Here at the NIH Clinical Center, we are proud to be considered a world-renowned research hospital that provides hope through pioneering clinical research to improve human health. But what you may not know is that our doctors are constantly partnering with public and private sectors to come up with innovative technologies that will help to advance health outcomes.

I’m excited to bring to you a story that is perfect example of the ingenuity of our NIH doctors working with global strategic partners to create potentially life-saving technologies. This story begins during the COVID-19 pandemic with the global shortage of ventilators to help patients breathe. Hospitals had a profound need for inexpensive, easy-to-use, rapidly mass-produced resuscitation devices that could be quickly distributed in areas of critical need.

Through strategic partnerships, our Clinical Center doctors learned about and joined an international group of engineers, physicians, respiratory therapists, and patient advocates using their engineering skills to create a ventilator that was functional, affordable, and intuitive. After several iterations and bench testing, they devised a user-friendly ventilator.

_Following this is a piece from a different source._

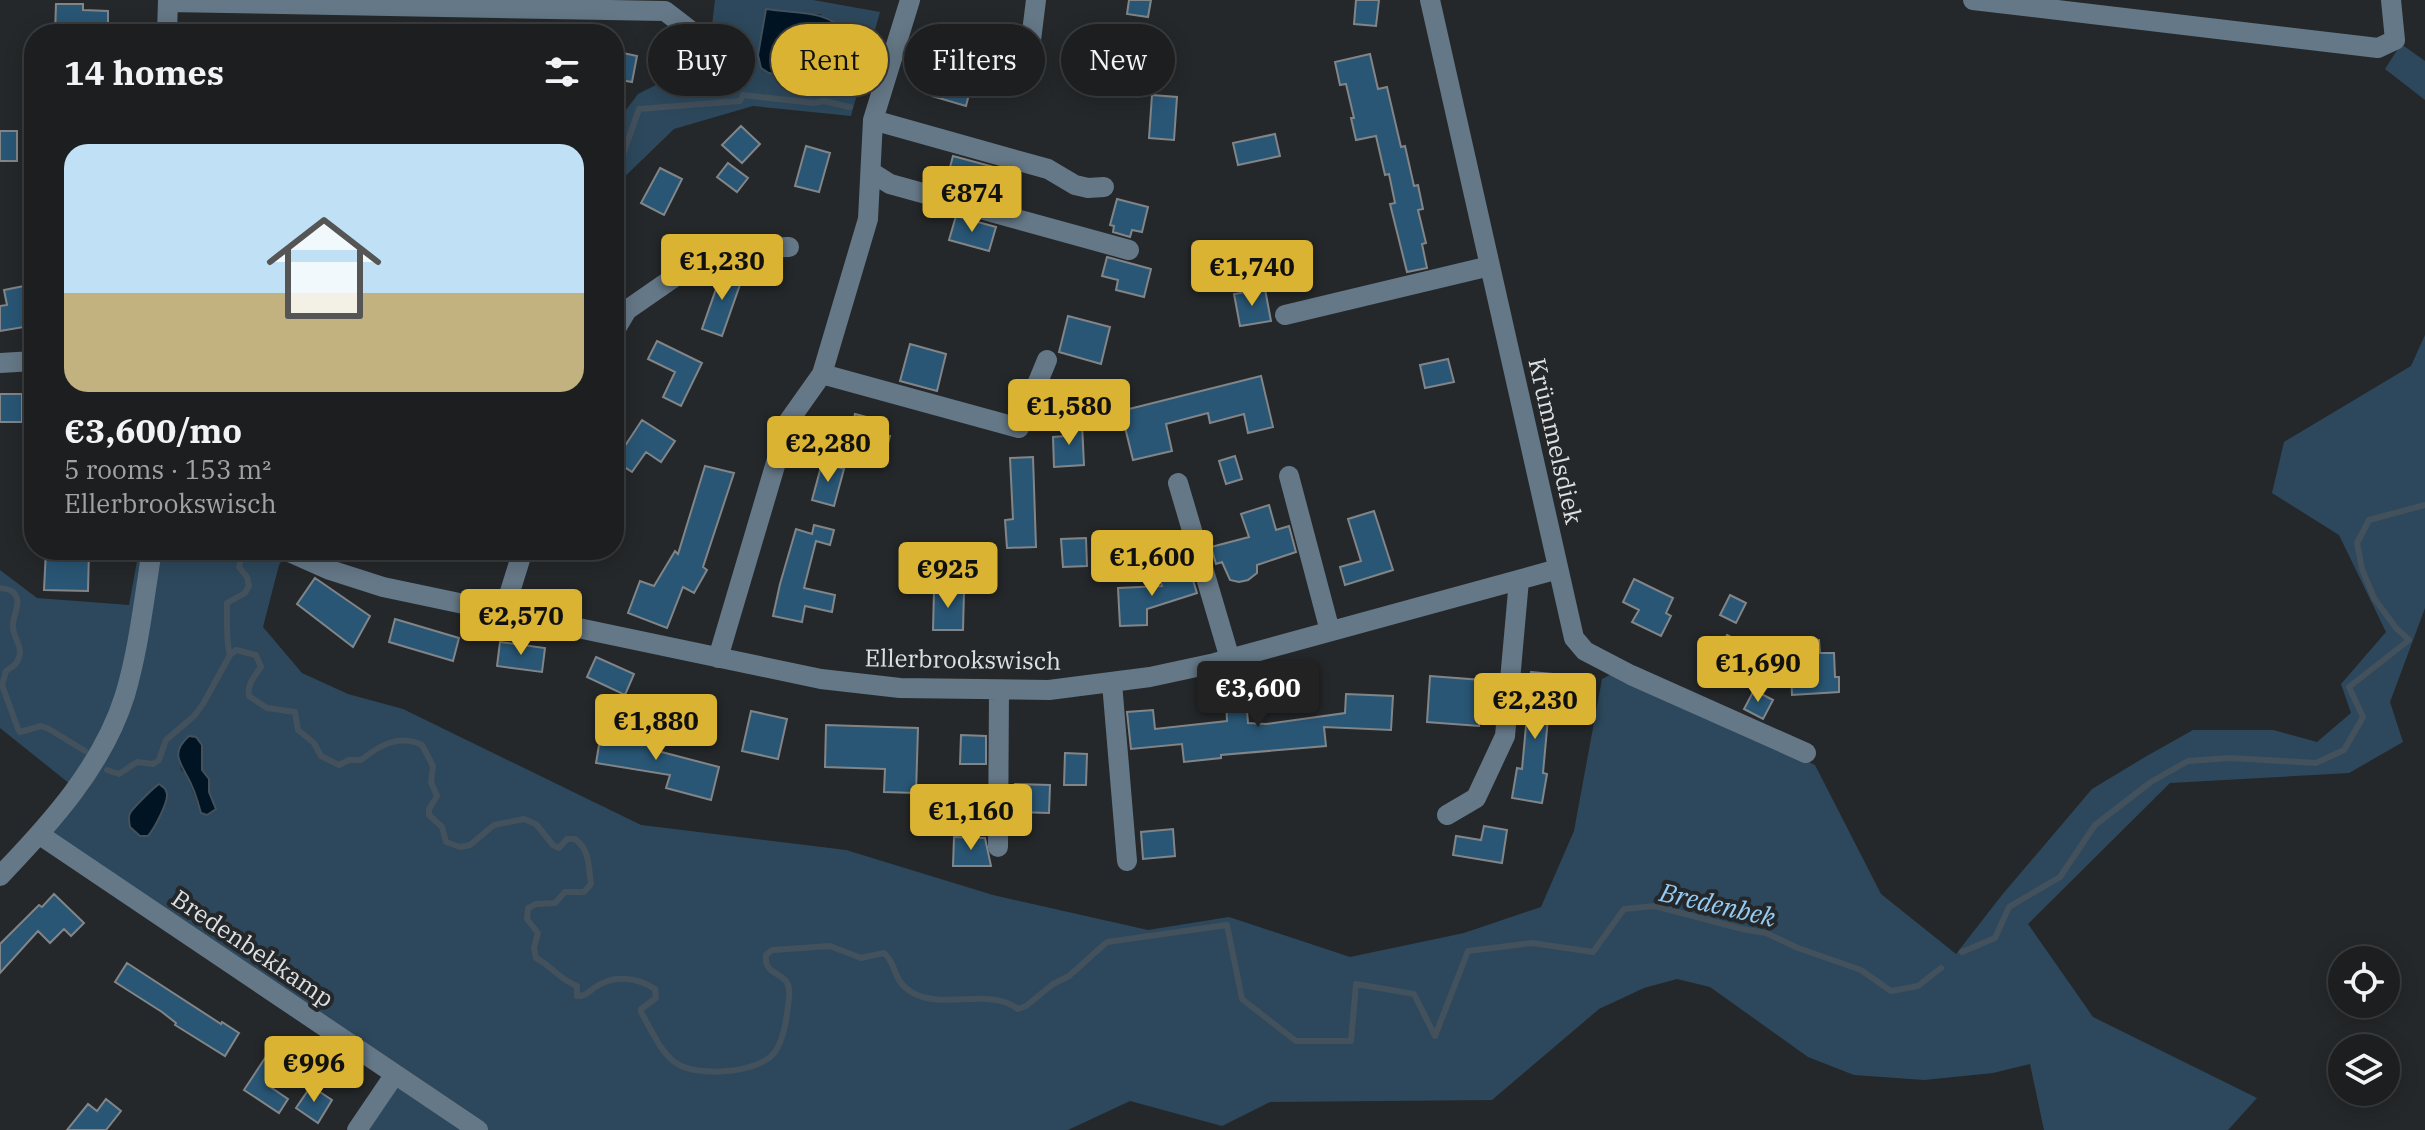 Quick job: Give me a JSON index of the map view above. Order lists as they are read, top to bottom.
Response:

Transparent plastic mini ventilator
Caption: The miniature ventilator connected to an oxygen line (asterisk) and the breathing tube to the patient (crosshatch). The exhaust (dagger) is recessed to prevent accidental blockage. Credit: William Pritchard, Clinical Center, NIH

Then, with the assistance of 3D-printing technology, they improved the original design and did something pretty incredible: the team created the smallest single-patient ventilator seen to date. The device is just 2.4 centimeters (about 1 inch) in diameter with a length of 7.4 centimeters (about 3 inches).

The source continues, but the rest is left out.